Merge pull request #22 from mh0797/main

VVeiCao · web-flow · commit 74602a832e30 · 2025-04-13T11:38:27.000+02:00
version2.1.1
diff --git a/README.md b/README.md
@@ -52,13 +52,14 @@
 <p align="right">(<a href="#top">back to top</a>)</p>
 
 ## Changelog <a name="changelog"></a>
+- **`[2025/04/13]`** NAVSIM v2.1.1 release (official devkit version for 2025 warm-up phase)
+  - Updated dataset for the [Hugging Face Warmup leaderboard](https://huggingface.co/spaces/AGC2025/e2e-driving-warmup) with minor fixes
 
-- **`[2025/04/09]`** NAVSIM v2.1 release (official devkit version for 2025 warm-up phase)
-  - Added new dataset for the [Hugging Face Warmup leaderboard](https://huggingface.co/spaces/AGC2025/e2e-driving-warmup) (see [submission](docs/submission.md))
+    - ⚠️ **IMPORTANT**: To submit to the updated leaderboard, you need to re-download the synthetic dataset v2.1.1 (see [download](docs/install.md))
 
-    - ⚠️ **IMPORTANT**: To submit to the updated leaderboard, you need to re-download the synthetic dataset (see [download](docs/install.md))
+- **`[2025/04/08]`** NAVSIM v2.1 release 
+  - Added new dataset for the [Hugging Face Warmup leaderboard](https://huggingface.co/spaces/AGC2025/e2e-driving-warmup) (see [submission](docs/submission.md))
   - Introduced support for two-stage reactive traffic agents (see [traffic simulation](docs/metrics.md))
-  - Code refactoring and bug fixes
 - **`[2025/02/28]`** NAVSIM v2.0 release
   - Extends the PDM Score with more metrics and penalties (see [metrics](docs/metrics.md))
   - Adds a new two-stage pseudo closed-loop simulation (see [metrics](docs/metrics.md))
@@ -67,7 +68,6 @@
   - Leaderboard for `navtest` on [Hugging Face](https://huggingface.co/spaces/AGC2024-P/e2e-driving-navsim)
   - Release of baseline checkpoints on [Hugging Face](https://huggingface.co/autonomousvision/navsim_baselines)
   - Updated docs for [submission](docs/submission.md) and [paper](https://arxiv.org/abs/2406.15349)
-  - Code refactoring, formatting, minor fixes
 - **`[2024/04/21]`** NAVSIM v1.0 release (official devkit version for [AGC 2024](https://opendrivelab.com/challenge2024/#end_to_end_driving_at_scale))
   - Parallelization of metric caching / evaluation
   - Adds [Transfuser](https://arxiv.org/abs/2205.15997) baseline (see [agents](docs/agents.md#Baselines))
diff --git a/docs/agents.md b/docs/agents.md
@@ -76,7 +76,7 @@ You can configure the set of sensor modalities to use and how much history you n
 
 **Why LiDAR?** Recent literature on open-loop planning has opted away from LiDAR in favor of using surround-view high-resolution cameras.
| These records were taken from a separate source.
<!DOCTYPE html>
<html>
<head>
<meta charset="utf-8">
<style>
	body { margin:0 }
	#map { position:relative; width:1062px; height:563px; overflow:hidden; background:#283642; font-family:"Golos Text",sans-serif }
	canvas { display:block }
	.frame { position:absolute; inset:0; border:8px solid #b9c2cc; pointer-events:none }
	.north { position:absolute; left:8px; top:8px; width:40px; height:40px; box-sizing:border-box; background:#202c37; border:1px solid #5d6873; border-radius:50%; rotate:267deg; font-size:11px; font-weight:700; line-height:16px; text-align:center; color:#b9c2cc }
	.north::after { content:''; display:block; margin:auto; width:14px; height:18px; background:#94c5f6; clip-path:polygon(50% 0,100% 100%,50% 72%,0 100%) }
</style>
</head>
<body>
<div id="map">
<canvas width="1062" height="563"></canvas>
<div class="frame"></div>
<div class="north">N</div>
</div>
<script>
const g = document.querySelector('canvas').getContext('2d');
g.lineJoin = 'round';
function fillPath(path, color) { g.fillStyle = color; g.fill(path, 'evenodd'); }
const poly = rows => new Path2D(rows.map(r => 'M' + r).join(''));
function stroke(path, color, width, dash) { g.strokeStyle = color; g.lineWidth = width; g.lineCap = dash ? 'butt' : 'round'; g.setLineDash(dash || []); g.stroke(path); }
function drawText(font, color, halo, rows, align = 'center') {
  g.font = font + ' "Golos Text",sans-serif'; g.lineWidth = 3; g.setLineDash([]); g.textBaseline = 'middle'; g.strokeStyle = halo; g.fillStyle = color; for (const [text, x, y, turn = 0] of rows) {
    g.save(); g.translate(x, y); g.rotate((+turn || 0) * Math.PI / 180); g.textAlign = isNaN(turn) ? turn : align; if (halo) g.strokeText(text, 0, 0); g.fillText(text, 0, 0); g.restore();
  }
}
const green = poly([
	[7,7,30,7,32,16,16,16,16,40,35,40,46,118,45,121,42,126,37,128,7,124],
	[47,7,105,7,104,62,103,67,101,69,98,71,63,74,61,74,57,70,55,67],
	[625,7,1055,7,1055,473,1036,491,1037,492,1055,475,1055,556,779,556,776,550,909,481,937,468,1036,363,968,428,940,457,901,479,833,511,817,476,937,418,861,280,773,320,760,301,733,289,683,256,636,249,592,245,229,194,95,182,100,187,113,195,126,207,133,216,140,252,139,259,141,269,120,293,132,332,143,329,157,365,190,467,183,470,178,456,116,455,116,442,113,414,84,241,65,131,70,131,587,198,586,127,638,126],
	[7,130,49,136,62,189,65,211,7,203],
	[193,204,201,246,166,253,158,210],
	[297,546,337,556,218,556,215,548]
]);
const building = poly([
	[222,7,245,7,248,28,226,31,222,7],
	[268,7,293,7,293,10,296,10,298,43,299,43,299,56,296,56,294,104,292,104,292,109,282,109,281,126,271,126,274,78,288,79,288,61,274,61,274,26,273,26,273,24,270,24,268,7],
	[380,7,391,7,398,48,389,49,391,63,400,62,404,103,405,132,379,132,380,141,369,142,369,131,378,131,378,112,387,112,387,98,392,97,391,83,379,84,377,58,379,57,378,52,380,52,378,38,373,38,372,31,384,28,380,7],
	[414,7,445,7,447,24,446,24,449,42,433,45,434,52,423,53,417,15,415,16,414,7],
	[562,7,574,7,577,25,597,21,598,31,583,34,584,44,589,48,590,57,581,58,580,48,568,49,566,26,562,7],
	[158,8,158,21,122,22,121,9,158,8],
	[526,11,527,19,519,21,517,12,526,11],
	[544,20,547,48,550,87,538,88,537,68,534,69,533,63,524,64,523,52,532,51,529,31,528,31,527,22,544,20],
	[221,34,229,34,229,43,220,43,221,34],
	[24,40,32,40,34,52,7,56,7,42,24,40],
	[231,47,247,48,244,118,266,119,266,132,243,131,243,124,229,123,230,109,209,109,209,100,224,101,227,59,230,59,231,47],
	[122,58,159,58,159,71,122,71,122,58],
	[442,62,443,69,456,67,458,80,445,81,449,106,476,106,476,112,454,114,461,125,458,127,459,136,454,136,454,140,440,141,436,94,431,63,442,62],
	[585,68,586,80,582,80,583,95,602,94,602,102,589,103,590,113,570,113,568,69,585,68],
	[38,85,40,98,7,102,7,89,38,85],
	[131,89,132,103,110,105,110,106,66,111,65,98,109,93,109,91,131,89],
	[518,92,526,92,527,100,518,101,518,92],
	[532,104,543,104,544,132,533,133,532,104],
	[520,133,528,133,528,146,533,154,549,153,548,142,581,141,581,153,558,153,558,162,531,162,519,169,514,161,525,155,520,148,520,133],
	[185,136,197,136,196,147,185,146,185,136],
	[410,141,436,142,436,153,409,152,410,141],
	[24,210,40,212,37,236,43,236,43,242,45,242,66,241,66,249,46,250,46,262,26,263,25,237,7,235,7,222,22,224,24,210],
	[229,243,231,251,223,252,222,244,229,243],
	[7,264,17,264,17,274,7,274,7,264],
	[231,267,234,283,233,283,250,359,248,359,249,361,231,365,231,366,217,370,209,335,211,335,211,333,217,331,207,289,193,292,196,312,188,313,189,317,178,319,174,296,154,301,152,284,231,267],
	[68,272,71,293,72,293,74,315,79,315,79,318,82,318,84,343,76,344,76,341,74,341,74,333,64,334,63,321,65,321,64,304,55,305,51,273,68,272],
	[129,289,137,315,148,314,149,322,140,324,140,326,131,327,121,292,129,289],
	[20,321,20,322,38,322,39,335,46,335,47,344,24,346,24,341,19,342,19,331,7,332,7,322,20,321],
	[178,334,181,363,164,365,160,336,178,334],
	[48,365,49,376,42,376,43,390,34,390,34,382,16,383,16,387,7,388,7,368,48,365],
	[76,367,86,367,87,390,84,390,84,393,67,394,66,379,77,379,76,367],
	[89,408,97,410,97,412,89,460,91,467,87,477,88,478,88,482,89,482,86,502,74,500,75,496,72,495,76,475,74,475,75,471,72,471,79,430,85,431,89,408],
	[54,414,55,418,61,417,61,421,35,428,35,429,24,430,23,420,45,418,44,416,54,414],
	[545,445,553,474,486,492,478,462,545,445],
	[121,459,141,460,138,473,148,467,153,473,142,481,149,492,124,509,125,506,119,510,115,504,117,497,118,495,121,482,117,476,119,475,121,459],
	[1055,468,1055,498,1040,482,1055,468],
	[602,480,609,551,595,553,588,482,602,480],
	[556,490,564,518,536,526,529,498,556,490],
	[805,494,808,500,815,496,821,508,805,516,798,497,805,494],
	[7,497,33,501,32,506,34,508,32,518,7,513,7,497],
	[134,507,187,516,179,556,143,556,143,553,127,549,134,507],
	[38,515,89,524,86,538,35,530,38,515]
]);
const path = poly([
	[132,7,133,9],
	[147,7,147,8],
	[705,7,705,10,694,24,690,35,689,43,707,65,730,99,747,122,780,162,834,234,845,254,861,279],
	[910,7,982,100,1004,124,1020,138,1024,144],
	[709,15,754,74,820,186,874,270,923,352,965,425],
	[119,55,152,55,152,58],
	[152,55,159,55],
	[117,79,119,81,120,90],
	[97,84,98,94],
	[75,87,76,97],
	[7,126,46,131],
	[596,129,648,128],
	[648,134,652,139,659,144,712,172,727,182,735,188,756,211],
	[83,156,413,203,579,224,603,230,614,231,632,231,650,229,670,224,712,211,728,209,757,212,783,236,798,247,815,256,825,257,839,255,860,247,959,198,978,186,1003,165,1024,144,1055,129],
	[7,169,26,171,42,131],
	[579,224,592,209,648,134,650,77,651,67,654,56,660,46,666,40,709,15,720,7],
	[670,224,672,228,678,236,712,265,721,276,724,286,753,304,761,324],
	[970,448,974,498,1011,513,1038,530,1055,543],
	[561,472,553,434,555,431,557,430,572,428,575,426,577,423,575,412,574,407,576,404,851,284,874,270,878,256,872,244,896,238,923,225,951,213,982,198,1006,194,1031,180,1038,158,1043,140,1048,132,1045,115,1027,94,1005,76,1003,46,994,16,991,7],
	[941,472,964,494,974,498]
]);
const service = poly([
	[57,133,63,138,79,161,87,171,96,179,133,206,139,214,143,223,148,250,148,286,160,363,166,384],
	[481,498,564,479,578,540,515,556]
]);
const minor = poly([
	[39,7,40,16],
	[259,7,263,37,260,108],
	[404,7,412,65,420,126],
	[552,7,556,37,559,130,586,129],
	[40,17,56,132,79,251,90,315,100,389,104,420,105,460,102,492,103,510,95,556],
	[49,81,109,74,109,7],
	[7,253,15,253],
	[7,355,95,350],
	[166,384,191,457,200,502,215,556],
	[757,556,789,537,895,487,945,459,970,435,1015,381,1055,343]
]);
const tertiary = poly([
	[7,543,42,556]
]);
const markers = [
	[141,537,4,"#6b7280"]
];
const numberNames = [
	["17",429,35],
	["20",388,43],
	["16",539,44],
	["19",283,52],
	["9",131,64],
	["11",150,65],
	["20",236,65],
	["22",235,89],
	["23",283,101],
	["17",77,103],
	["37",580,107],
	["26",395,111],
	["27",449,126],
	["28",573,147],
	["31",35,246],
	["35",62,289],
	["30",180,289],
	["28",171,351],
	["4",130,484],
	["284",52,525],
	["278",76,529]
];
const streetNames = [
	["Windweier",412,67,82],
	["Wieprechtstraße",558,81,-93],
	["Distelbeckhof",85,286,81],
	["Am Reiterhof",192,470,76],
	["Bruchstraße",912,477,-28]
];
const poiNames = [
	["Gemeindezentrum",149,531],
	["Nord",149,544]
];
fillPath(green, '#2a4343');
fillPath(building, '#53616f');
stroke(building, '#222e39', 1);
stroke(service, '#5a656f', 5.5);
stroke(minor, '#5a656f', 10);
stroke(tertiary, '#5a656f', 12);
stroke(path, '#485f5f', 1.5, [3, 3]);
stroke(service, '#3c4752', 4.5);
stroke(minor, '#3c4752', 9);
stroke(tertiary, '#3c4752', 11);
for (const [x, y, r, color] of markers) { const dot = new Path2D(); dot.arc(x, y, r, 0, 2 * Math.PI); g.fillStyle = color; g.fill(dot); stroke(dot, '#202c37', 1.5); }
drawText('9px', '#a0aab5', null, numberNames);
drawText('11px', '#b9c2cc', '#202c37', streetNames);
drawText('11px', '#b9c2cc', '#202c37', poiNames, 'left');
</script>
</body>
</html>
This has significantly strained the compute requirements for training and testing SoTA planners. We hope that the availability of the LiDAR modality enables more computationally efficient submissions that use fewer (or low-resolution) camera inputs.
 
-**Ego Status.** Besides the sensor data, an agent also receives the ego pose, velocity and acceleration information in local coordinates. Finally, to disambiguate driver intention, we provide a discrete driving command, indicating whether the intended route is towards the left, straight or right direction. Importantly, the driving command in NAVSIM is based solely on the desired route, and does not entangle information regarding obstacles and traffic signs (as was prevalent on prior benchmarks such as nuScenes). Note that the left and right driving commands cover turns, lane changes and sharp curves.
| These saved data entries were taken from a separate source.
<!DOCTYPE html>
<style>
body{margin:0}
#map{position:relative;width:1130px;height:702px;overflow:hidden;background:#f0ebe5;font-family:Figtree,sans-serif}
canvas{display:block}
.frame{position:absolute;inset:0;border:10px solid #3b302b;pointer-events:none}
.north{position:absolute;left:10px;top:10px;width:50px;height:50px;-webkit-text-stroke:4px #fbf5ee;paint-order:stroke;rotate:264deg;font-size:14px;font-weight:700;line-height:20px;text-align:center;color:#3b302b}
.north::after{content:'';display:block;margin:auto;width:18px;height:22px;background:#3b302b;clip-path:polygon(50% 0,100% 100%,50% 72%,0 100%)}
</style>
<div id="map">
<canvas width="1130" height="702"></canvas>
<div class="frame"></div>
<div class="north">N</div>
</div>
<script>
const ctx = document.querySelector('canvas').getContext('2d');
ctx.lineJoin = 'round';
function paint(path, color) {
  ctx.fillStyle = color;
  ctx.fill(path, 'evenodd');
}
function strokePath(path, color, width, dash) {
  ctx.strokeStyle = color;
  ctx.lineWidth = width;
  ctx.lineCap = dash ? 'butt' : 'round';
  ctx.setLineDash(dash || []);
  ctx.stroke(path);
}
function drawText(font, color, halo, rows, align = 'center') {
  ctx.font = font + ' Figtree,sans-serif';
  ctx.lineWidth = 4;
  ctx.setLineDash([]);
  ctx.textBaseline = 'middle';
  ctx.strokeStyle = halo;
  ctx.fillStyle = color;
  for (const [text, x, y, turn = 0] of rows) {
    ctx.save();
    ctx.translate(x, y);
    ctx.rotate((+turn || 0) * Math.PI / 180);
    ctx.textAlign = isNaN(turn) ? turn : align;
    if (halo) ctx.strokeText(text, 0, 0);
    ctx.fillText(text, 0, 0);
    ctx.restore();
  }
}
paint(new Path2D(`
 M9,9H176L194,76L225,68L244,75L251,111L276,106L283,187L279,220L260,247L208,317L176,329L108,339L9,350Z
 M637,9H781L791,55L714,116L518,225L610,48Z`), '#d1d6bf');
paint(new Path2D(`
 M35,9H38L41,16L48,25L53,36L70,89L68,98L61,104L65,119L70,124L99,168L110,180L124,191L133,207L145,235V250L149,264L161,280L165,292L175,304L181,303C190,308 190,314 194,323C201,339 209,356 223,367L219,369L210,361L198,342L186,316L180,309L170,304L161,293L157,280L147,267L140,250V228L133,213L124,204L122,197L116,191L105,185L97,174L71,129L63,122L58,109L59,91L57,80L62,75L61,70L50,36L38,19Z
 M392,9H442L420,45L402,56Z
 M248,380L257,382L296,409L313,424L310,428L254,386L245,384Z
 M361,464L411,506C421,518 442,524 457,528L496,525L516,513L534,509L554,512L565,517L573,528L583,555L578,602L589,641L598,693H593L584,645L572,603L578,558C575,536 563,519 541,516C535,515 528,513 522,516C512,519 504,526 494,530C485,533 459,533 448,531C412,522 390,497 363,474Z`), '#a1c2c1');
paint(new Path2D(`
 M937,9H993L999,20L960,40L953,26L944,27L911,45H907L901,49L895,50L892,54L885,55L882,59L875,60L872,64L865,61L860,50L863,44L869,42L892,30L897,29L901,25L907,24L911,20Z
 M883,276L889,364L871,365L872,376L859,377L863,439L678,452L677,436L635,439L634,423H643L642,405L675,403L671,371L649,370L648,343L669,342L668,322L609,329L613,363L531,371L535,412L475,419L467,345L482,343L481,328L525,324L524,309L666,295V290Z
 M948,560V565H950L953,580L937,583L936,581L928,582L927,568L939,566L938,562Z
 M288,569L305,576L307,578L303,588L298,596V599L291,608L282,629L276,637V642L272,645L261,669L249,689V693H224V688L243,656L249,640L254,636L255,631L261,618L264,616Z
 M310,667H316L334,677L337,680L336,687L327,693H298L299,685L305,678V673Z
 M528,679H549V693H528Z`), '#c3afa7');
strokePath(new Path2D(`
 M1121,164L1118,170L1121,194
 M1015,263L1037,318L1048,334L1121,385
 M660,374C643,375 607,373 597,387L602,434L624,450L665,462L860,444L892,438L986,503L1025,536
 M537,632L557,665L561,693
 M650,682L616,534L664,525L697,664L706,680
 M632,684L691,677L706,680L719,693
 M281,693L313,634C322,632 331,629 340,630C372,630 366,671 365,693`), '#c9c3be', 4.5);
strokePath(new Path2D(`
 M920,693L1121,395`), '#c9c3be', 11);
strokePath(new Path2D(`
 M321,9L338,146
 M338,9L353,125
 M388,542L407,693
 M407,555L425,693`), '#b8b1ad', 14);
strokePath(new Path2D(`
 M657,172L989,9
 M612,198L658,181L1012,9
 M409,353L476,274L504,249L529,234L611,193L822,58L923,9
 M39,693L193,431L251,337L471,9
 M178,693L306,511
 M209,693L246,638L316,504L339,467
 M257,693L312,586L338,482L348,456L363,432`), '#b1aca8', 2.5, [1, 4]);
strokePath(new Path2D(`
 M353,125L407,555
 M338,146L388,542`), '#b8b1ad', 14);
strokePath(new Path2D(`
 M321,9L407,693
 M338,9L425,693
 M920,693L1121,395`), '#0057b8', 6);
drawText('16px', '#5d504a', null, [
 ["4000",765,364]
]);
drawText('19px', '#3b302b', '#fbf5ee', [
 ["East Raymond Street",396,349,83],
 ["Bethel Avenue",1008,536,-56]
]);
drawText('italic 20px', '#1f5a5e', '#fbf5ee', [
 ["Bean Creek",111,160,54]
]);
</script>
+**Ego Status.** Besides the sensor data, an agent also receives the ego pose, velocity and acceleration information in local coordinates. Finally, to disambiguate driver intention, we provide a discrete driving command, indicating whether the intended route is towards the left, straight or right direction. There is also a fourth command, representing 'unknown', which can be used to filter out data during training. Importantly, the driving command in NAVSIM is based solely on the desired route, and does not entangle information regarding obstacles and traffic signs (as was prevalent on prior benchmarks such as nuScenes). Note that the left and right driving commands cover turns, lane changes and sharp curves.
 
 ## Output
 
diff --git a/docs/metrics.md b/docs/metrics.md
@@ -62,15 +62,14 @@ The new NAVSIM v2 evaluation uses a two-stage aggregation process to approximate
 
 2. **Second Stage Scoring:**
    - In addition to the initial scene, multiple potential follow-up scenes to this initial scene are included in the test set to be evaluated.
-   - The follow-up scenes were pre-computed by rolling out several simulations starting from the initial scene, each with a different 3-second plan.
+   - The follow-up scenes were pre-computed by rolling out several simulations starting from the initial scene, each with a different 4-second plan.
    - Therefore, each of these follow-up scenes starts from a state different to the endpoint of the initial scene, e.g. with a lateral offset or different speed.
    - We evaluate the submitted planner on each follow-up scene over a fixed horizon (4 seconds) using the EPDMS metric.
-   - For these scenes, we compute the EPDMS with [reactive background traffic](traffic_agents.md) instead of log-replay agents.
 
 3. **Weighting and Aggregation:**
    - To emulate the effects of closed-loop simulation, the relevance of each follow-up scene to the overall score depends on how close its starting position is to where the submitted planner actually ended in the first stage.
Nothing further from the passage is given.